Sketech #12 Last Week's Insights: SQL Tips, Deployment Strategies, API Limits & Microservices 𐓏 My Take on Optimizing Performance
Smart Moves for Smoother Systems
Hey! Nina here. Welcome to Sketech Free Edition, where you’ll find visuals and insights to make learning technical ideas simple and unforgettable.
Every week, I share concepts and visuals that simplify complex topics and make them easy to understand.
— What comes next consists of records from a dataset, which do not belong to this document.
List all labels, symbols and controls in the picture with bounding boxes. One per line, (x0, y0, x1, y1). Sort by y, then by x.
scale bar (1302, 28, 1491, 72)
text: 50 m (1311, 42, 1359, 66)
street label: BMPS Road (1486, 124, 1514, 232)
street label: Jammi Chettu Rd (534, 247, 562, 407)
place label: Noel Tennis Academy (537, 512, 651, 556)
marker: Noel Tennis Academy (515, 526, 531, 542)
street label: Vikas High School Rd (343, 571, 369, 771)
This edition brings together some of the ideas I’ve explored recently—ideas that sparked interesting discussions and brought clarity to tricky concepts.
Here’s what’s inside:
SQL Query Execution Order – Understand the real sequence of query processing to write cleaner and faster SQL.
5 Deployment Strategies – Learn which strategy fits your project to ensure smooth and reliable releases.
API Rate Limiting – Keeping Systems Stable and Users Happy 😊 (Redesigned Visual)
Microservices Architecture – Explore how a well-structured microservices approach can enhance system performance and scalability (Redesigned Visual)
Hope you enjoy, and let me know which one resonates with you the most!
SQL Query Execution Order
( Understand the real sequence of query processing to write cleaner and faster SQL )
The order in which SQL queries are executed differs from the way they are written. Understanding this distinction is important because it can have a direct impact on performance and the results you get.
Execution Flow
FROM: Selects tables and joins them.
WHERE: Filters rows based on conditions.
GROUP BY: Groups rows for aggregation.
HAVING: Filters groups after aggregation.
SELECT: Chooses the columns to return.
DISTINCT: Removes duplicates (if needed).
ORDER BY: Sorts the result set.
LIMIT/OFFSET: Limits the number of rows returned.
Why It Matters
Write more efficient queries by filtering early and reducing unnecessary data processing.
Avoid performance issues by understanding when filtering, aggregation, and sorting occur.
Tips for Optimization
Avoid SELECT All: Specify only the columns you need.
Use Indexes: Ensure WHERE, JOIN, and ORDER BY columns are indexed.
Limit OFFSET: Use keyset pagination for better performance with large datasets.
Tools to Optimize Queries
Execution Plan: Check the execution plan in SSMS to find inefficiencies like missing indexes or bad joins.
SQL Server Profiler: Trace query performance to find slow queries and bottlenecks.
Indexes: SQL Server can suggest missing indexes to improve query speed.
If you’re looking to improve the performance of your SQL queries, start by keeping the execution order in mind. Small adjustments can lead to big improvements in efficiency.
5 Deployment Strategies You Need to Know
When it comes to deployment, the strategy you choose can make a huge difference in how smoothly your updates are rolled out and how effectively you manage risk.
Here are a few deployment patterns I’ve found particularly useful:
1/ Canary: Gradually shifting traffic to a new version allows you to catch issues early without affecting all users. It’s a safe and steady approach.
↳ If you have 100 users, start by routing 10% to the new version, monitoring for any issues before gradually increasing to 50%, then 100%.
2/ Blue-Green: Having two identical environments gives you peace of mind. If something goes wrong, switching back is simple and quick.
↳ Maintain a "blue" production environment running the current version and a "green" environment with the new version. If the green environment passes tests, switch all traffic to it. If problems occur, instantly revert to blue.
3/ Rolling: I like this one for its practicality. It updates nodes incrementally, so there’s no downtime and minimal impact on users.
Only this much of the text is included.